Researchers at DeepMind have proudly announced a major break-through in predicting static folded protein structures with a new program known as AlphaFold 2. Protein folding has been an ongoing problem for researchers since 1972. Christian Anfinsen speculated in his Nobel Prize acceptance speech in that year that the three-dimensional structure of a given protein should be algorithm determined by the one-dimensional DNA sequence that describes it. When you hear protein, you might think of muscles and whey powder, but the proteins mentioned here are chains of amino acids that fold into complex shapes. Cells use these proteins for almost everything. Many of the enzymes, antibodies, and hormones inside your body are folded proteins. We’ve discussed why protein folding is important as well covered recent advancements in cryo-electron microscopy used to experimentally determine the structure of folded proteins.
The shape of proteins largely controls their function, and if we can predict their shape then we get much closer to predicting how they interact. While AlphaFold 2 just predicts the static state, the sheer number of interactions that can change a protein, dynamic protein structures are still out of reach. The technical achievement of DeepMind is not to be understated. For a typical protein, there are an estimated 10^300 different configurations.
Out of the 180 million protein sequences in the Protein database, only 170,000 have had their structures identified. Technologies like the cryo-electron microscope make the process of mapping their structure easier, but it is still complex and tedious to go from sequence to structure. AlphaFold 2 and other folding algorithms are tested against this 170,000 member corpus to determine their accuracy. The previous highest-scoring algorithm of 2016 had a median global distance test (GDT) of 40 (0-100, with 100 being the best) in the most difficult category (free-modeling). In 2018, AlphaFold made waves by pushing that up to the high 50’s. AlphaFold 2 brings that GDT up to 87.

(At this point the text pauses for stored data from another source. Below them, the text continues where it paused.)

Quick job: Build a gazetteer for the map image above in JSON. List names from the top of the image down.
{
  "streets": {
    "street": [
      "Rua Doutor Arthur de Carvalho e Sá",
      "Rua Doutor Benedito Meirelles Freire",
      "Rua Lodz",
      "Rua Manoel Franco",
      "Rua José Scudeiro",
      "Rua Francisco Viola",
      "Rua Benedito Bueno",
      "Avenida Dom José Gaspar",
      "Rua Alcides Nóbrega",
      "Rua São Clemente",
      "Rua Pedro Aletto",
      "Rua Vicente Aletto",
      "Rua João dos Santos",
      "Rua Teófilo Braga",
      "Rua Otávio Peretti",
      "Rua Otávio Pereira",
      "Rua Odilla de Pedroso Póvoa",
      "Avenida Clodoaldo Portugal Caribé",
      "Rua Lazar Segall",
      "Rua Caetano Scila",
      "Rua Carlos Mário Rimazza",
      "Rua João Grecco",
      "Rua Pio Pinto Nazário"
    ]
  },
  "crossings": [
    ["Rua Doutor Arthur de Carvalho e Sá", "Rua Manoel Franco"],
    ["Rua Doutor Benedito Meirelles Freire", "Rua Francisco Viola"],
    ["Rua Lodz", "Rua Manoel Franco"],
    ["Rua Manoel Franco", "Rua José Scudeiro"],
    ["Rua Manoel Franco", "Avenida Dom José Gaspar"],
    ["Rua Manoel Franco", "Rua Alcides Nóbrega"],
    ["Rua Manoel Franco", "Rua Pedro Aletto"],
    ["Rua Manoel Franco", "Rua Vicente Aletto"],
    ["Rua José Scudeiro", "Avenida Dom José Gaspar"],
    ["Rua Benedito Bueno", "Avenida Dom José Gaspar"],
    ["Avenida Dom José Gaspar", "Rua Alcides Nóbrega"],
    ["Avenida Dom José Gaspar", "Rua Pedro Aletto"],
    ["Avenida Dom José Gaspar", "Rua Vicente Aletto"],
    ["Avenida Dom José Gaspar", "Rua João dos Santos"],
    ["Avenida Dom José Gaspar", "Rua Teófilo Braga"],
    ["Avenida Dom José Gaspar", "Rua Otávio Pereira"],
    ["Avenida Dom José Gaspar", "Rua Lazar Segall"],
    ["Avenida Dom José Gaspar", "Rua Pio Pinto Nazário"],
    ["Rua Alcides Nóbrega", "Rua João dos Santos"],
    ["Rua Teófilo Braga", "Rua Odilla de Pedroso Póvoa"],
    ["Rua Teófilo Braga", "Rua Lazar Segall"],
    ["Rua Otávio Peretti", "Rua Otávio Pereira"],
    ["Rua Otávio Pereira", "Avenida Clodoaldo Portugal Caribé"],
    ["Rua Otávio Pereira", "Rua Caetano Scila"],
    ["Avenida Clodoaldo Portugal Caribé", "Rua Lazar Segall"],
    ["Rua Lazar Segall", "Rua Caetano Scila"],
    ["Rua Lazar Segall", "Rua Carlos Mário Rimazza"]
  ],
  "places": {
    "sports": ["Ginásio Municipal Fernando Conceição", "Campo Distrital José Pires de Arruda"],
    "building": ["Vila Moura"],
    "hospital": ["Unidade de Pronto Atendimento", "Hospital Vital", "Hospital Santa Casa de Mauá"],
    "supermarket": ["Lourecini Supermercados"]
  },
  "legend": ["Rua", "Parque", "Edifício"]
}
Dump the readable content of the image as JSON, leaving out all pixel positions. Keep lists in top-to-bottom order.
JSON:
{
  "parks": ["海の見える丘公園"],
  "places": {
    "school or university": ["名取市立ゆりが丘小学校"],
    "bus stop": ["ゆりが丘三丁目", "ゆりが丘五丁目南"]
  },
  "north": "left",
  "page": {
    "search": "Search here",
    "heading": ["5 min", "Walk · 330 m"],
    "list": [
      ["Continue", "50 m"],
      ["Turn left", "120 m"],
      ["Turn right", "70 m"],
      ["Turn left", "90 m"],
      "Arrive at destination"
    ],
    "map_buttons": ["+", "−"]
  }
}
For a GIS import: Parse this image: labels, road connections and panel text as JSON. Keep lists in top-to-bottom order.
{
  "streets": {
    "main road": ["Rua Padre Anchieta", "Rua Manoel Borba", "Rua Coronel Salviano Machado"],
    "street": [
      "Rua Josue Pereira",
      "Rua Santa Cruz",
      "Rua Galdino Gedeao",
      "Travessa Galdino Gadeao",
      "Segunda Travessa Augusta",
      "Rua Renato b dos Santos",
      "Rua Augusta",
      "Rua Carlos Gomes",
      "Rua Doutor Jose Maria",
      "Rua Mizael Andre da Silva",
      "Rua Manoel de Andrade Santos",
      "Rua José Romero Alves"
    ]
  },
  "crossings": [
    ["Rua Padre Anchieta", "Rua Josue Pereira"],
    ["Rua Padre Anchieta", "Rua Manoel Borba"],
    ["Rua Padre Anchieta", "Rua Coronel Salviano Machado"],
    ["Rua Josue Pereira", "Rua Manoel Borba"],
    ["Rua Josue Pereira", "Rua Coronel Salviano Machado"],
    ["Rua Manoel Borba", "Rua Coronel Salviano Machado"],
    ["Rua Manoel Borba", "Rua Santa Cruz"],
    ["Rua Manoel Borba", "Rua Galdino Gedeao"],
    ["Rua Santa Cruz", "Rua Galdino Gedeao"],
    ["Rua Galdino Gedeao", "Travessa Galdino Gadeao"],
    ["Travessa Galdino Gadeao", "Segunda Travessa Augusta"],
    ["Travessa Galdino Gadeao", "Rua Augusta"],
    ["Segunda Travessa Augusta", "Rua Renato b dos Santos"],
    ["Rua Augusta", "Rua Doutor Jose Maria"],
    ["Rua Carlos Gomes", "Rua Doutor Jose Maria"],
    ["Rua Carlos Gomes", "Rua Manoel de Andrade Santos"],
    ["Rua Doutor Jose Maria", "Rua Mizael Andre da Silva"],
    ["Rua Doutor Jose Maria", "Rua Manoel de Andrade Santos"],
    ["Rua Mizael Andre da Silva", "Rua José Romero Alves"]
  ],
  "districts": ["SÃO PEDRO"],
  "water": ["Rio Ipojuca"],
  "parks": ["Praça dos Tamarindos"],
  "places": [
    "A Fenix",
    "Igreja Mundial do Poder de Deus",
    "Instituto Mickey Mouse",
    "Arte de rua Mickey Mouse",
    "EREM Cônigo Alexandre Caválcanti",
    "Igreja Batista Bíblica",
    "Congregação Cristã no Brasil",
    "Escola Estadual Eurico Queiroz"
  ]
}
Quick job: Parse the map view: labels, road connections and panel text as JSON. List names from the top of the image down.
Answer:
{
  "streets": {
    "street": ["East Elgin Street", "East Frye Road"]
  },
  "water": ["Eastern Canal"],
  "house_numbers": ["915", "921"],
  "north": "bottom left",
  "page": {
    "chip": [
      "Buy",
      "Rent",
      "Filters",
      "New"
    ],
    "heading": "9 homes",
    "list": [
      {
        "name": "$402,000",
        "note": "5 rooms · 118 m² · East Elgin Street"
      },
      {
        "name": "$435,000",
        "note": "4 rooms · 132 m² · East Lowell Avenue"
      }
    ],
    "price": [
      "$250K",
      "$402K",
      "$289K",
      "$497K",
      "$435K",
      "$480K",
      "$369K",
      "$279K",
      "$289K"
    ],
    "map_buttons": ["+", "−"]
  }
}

At this point in time, it is hard to determine what sort of effects this will have on the drug industry, healthcare, and society in general. Research has always been done to create the protein, identify what it does, then figure out its structure. AlphaFold 2 represents an avenue towards doing that whole process completely backward. Whether the next goal is to map all the proteins encoded in the human genome or find new, more effective drug treatments, we’re quite excited to see what becomes of this landmark breakthrough.